OK. Now all we have to do is devise a measure for V_c, i.e. the
variability of any given human. My first idea for this abuses the
research that provides evidence that liberals are more "open to new
experiences". I'm not claiming that conclusion is true (in fact, I
think true conservatives -- the people who focus on conserving
resources -- are much more capable of handling variability in the
environment than liberals -- the people who generously lather
resources where they are needed). But the sense of the rhetoric is
what I'm after.
- Defn: My proposal is that the variability of a human is
correlated with the intensity of the emotions they exhibit when
placed in unfamiliar and high variance contexts. For example, we
pluck your average Iowan and toss her into the audience of a cage
fight in Thailand and measure her physiological response. If that
response is generally positive, then that person has a high
variability ... a high capability for handling unfamiliar and
exciting situations. That (admittedly vague setup) constitutes my
measure for V_c.
Now we also need a measure for "theism" and "atheism". I don't like
the idea of relying on self-reporting, because nobody I talk to has
a clear description of what it means to be an "atheist". So, I
suspect people are just "group identifying". They choose to call
themselves "atheist" if and only if they identify with the people
they've seen calling themselves "atheist". And most "theists" I
talk to don't even know what the word "theist" means. 8^O
- Defn: So my proposal for measuring whether someone is an
"atheist" or a "theist" would consist of a dialectic survey
designed to tease out a person's spiritual views while trying to
factor away group identification. I don't know how to do this. I'm
just a damned programmer, after all. ;-)
Hypotheses:
-
V_a ~= V_t
-- I.e. there is no statistically significant difference between
the reactions of atheists and theists to unfamiliar and exciting
contexts.
-
V_a >= V_t
-- I.e.

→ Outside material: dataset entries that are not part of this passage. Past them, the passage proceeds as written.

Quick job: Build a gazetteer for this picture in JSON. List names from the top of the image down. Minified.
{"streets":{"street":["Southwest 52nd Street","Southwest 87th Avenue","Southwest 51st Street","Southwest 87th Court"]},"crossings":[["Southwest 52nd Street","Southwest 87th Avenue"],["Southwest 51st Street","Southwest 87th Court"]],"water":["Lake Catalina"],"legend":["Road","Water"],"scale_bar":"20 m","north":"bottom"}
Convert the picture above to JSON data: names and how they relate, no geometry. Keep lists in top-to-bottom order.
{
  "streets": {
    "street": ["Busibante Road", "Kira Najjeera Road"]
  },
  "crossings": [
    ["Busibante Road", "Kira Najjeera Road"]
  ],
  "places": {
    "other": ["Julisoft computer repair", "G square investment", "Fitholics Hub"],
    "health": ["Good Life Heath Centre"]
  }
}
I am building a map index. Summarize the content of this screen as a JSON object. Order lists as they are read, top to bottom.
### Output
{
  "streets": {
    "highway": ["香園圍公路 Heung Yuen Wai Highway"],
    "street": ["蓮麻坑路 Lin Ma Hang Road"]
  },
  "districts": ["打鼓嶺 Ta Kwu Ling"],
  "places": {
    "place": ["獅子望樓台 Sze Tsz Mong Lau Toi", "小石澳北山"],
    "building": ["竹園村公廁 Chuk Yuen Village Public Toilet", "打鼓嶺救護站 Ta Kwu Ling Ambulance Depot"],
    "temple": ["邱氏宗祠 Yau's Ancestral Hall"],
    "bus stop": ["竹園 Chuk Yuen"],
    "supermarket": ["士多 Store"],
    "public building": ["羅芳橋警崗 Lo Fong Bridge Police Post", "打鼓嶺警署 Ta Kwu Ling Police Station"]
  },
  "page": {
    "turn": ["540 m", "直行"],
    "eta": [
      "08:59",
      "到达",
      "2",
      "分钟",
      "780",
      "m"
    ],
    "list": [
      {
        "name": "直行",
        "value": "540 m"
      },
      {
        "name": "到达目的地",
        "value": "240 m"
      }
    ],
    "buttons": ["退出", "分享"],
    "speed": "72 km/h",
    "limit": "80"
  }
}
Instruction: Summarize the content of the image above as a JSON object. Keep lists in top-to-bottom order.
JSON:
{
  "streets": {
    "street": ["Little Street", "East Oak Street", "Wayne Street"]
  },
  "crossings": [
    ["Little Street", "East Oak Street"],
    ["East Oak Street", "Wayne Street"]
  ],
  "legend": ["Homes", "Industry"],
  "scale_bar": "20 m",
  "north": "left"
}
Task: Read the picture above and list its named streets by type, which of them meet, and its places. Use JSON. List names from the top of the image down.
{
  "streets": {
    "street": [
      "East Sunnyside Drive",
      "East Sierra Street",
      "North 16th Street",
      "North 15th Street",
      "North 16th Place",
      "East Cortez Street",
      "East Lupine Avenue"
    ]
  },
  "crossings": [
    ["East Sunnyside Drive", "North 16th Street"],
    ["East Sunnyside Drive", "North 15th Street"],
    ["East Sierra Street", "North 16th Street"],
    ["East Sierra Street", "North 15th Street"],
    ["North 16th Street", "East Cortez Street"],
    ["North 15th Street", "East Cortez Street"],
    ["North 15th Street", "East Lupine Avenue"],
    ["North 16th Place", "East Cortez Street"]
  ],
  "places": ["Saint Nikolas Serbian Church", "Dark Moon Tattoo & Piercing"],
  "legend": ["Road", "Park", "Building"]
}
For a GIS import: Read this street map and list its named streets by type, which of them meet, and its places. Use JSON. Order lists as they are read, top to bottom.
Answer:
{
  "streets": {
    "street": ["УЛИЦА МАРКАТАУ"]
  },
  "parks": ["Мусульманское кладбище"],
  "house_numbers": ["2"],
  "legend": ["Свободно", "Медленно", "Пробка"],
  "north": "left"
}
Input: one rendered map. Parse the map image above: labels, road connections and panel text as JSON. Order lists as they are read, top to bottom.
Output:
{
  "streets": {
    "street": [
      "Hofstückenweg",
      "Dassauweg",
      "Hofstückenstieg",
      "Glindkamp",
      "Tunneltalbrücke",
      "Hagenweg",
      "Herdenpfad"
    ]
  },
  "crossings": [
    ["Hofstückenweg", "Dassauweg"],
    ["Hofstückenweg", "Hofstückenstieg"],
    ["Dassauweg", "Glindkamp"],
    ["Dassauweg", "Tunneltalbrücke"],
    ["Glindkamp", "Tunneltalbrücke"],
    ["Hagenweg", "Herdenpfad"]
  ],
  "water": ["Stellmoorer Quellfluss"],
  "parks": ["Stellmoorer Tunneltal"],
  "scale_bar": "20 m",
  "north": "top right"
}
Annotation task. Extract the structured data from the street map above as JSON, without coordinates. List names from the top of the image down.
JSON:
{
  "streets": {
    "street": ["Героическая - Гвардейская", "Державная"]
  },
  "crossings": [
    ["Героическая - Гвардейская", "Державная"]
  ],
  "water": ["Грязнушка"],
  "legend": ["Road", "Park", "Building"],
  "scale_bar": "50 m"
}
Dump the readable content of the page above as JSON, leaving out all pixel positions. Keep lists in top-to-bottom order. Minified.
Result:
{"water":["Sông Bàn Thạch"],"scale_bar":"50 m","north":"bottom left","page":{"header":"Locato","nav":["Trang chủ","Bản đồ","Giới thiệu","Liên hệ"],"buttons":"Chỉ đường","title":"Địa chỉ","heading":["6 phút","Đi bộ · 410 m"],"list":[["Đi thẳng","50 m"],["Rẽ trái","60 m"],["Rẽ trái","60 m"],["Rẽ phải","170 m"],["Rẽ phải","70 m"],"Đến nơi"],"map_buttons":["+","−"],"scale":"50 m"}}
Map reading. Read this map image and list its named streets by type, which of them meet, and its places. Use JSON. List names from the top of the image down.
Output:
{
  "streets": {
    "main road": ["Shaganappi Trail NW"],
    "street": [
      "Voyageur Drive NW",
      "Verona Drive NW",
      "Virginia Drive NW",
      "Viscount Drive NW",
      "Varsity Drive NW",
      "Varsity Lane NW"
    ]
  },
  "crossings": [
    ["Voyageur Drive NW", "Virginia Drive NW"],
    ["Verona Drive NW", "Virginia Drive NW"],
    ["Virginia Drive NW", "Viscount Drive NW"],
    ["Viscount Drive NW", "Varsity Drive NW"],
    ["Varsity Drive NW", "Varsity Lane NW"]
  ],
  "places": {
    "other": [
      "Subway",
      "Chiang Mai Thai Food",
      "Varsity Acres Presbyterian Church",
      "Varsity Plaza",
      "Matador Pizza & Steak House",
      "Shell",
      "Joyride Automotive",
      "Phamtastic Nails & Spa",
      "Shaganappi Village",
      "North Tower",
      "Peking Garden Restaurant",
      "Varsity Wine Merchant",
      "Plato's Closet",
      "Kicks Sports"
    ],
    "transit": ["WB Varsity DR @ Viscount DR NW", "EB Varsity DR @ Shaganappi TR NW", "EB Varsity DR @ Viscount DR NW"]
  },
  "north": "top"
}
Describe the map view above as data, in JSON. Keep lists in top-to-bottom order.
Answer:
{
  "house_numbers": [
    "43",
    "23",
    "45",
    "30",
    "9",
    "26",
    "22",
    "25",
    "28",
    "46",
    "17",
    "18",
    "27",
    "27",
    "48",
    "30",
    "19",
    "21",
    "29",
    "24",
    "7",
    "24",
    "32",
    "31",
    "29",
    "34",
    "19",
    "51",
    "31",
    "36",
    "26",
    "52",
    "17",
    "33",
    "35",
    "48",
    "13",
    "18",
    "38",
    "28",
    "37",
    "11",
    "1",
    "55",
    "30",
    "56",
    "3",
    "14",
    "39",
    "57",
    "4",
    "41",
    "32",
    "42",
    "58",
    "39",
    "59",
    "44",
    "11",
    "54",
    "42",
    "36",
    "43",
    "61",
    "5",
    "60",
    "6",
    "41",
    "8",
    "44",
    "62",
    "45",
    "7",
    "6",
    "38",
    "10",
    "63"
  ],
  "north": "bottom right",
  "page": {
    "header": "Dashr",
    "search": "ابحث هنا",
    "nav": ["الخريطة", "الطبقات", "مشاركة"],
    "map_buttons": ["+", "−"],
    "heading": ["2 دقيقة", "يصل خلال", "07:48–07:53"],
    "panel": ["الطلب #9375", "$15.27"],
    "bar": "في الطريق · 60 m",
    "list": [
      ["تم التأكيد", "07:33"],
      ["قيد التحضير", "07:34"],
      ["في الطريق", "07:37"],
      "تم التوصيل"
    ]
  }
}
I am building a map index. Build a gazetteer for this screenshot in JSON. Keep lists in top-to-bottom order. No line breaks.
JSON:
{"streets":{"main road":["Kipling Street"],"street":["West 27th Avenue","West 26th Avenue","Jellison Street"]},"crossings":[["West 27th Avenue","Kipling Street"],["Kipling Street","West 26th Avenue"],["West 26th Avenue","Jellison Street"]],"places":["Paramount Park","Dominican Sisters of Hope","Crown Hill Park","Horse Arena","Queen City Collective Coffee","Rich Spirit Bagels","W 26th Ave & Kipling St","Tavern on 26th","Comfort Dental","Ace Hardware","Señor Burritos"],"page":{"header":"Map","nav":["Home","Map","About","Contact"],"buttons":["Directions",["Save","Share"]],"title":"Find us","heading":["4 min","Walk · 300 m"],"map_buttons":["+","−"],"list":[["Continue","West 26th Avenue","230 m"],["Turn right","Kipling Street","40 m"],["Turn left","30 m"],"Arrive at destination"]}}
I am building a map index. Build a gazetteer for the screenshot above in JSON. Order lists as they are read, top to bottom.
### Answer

Atheists show more postive or neutral reactions than
theists.
-
V_t >= V_a
-- I.e. Theists show more positive or neutral reactions than
atheists.
The interpretation of the results would be relatively open, I
think. But my "theoretical" setup above would probably lead me to
believe that whoever showed the greater variability has the more
accurate and/or more useful world-view.
And just to get it out of the way, my
bias is toward
theists. I tend to believe that theism inherently handles
ignorance. I.e. theists tend to accept that they are very flawed
and ignorant. At least that's part of the metaphysics ... that "God
works in mysterious ways". As such, they are trained to navigate
despite such flaws and aren't particularly upset when wacky things
happen (e.g. miracles).
Atheists, in contrast, often admit that some things are unknown;
but they rarely seem to admit that some things are
unknowable. The "atheists" who admit that some (or most)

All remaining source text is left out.